「せっちゃんは今幸せなん?」
木乃香と刹那は今学校のカフェにいる。向かい合っていろいろな話をするのが2人の日課だ。
いつも付き合ってくれてありがとうな?いつだったか木乃香がそう言ったとき、刹那は穏やかに答えた。お嬢様が望むのなら、私は何だって致しますよ。
自分で訊いたことなのだが、木乃香は少し後悔した。別に悪い質問ではないのだろうが、なんとなく刹那の答えを聞くのが躊躇われたのだ。

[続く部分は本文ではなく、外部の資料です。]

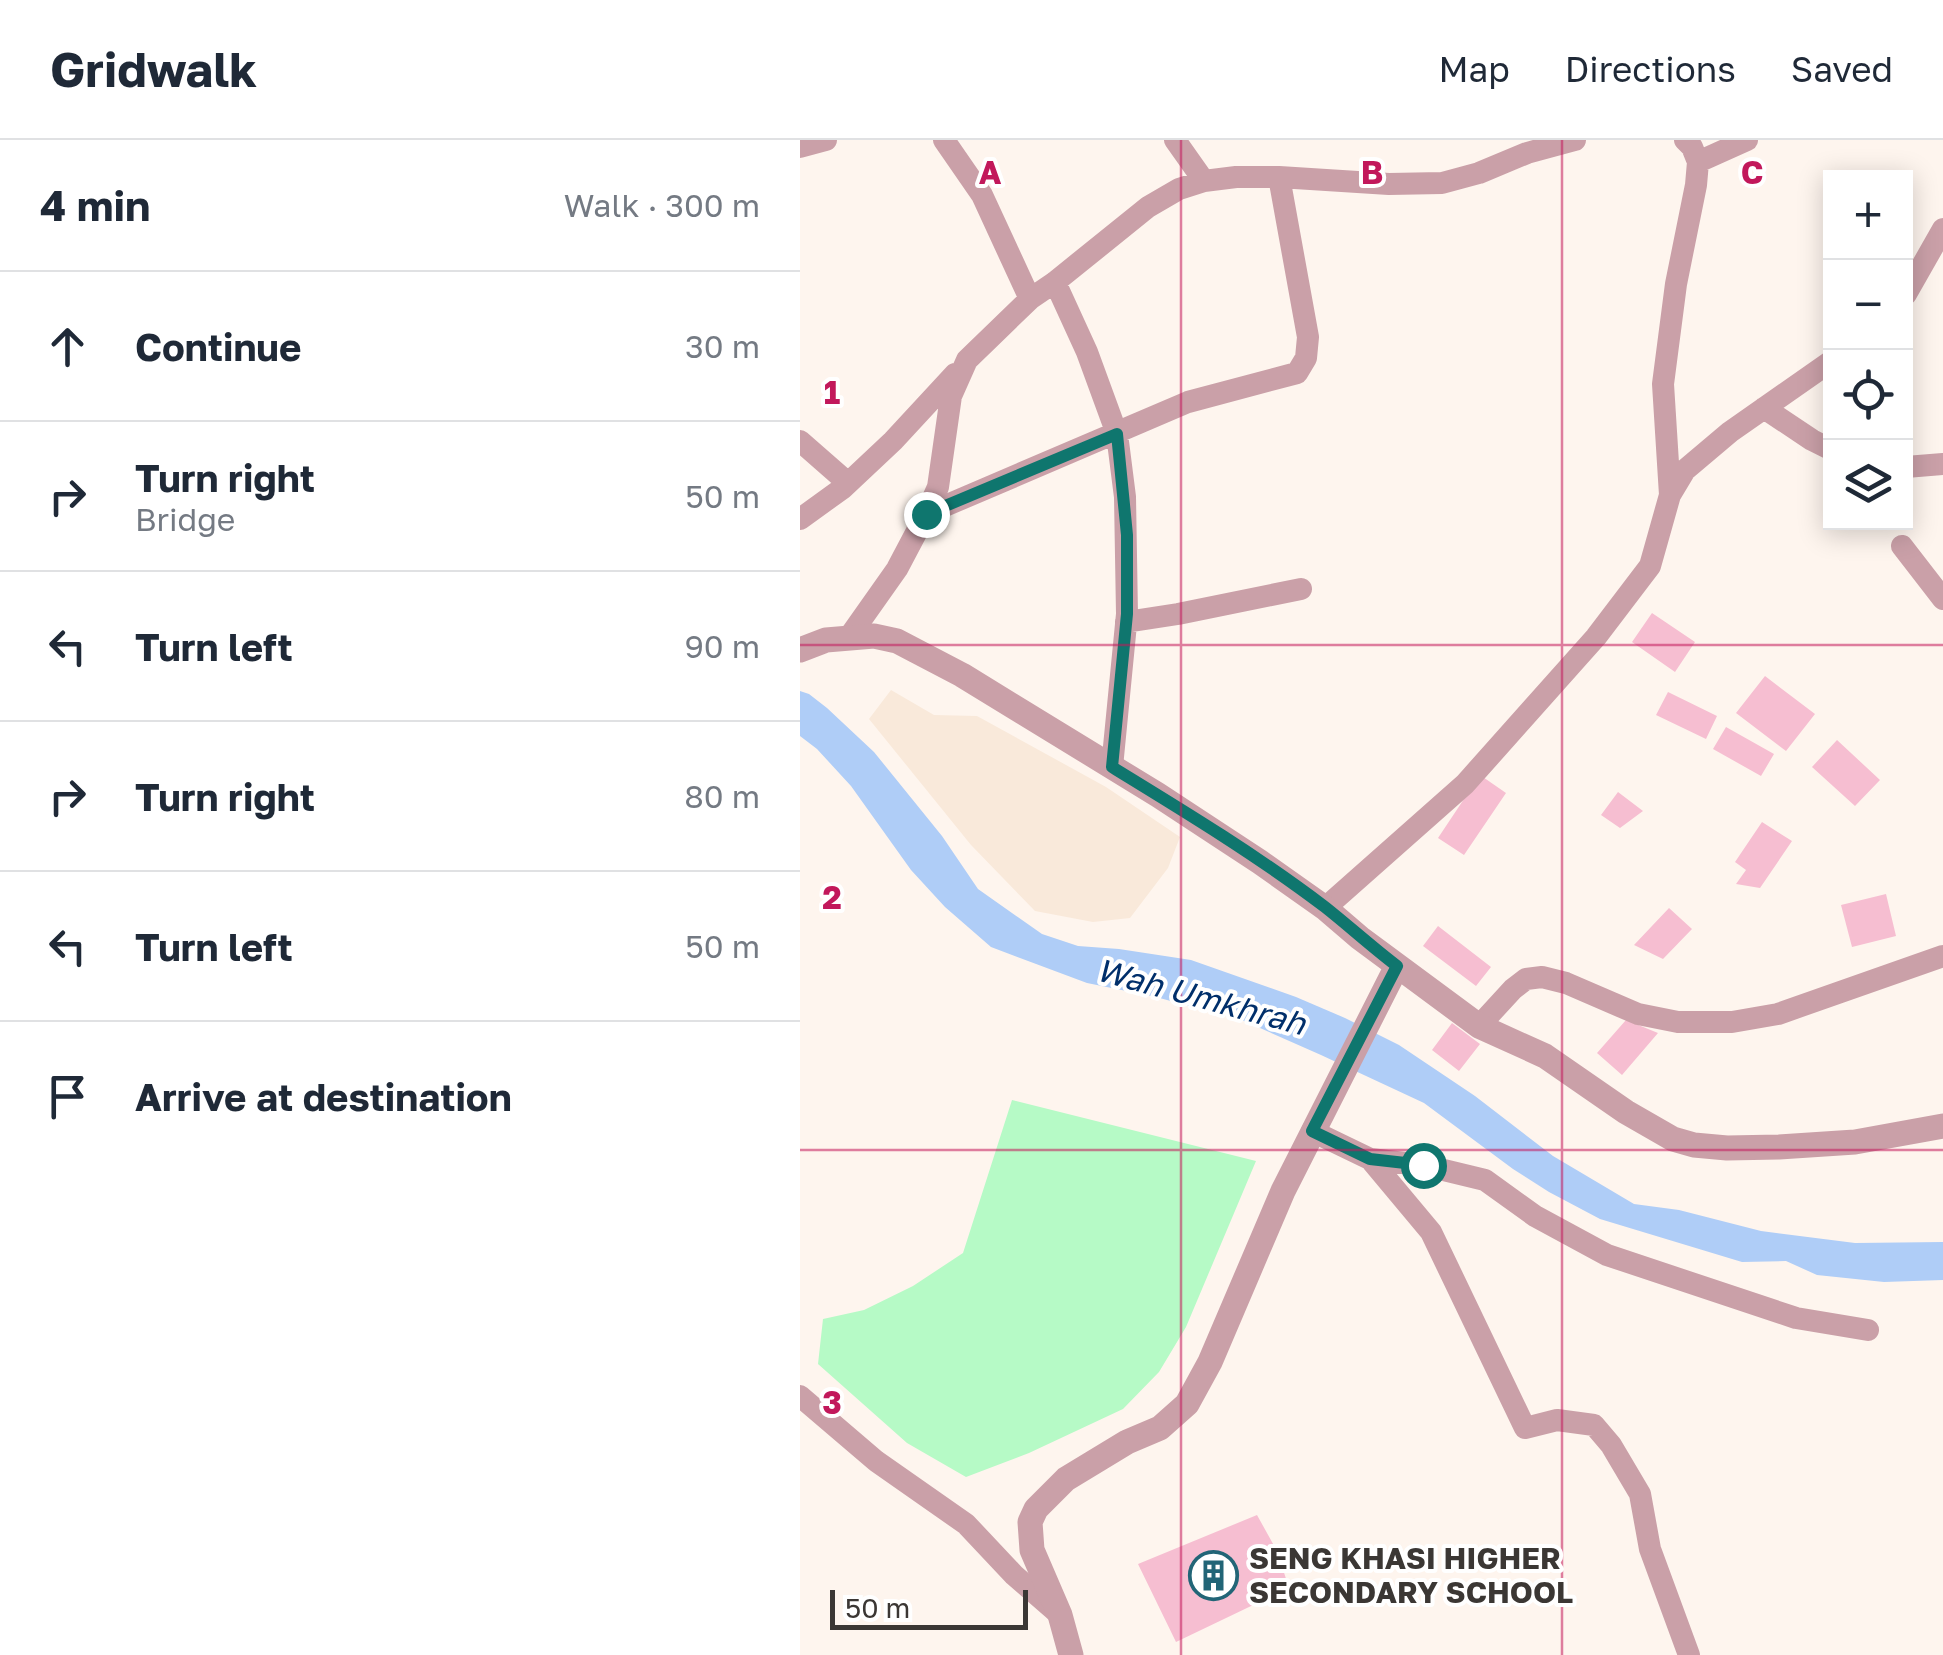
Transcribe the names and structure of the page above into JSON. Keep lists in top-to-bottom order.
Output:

刹那が何か言おうと唇を少し動かしたので、木乃香はじっと刹那が喋るのを待つ。
「…正直、私にはどんな状態が『幸せ』と言えるのかがよく分かりません」
「分から…んの?」
「はい。…不幸自慢をするわけではありませんが、幼少時代はそれなりに大変でしたし、この学園に入学してからも、護衛の仕事と剣の修行でいっぱいいっぱいでしたから」
「そうなん…」
なんとなく見えていた答えだった。思えば、自分を護ることに徹底していた刹那が幸せを感じられるほどの余裕があっただろうか。
木乃香はなんとなく自己嫌悪に陥ってしまう。と、不意に冷たい熱を持つ手が木乃香の頬に触れた。
木乃香が驚いて顔を上げると、優しく微笑んでいる刹那の顔がある。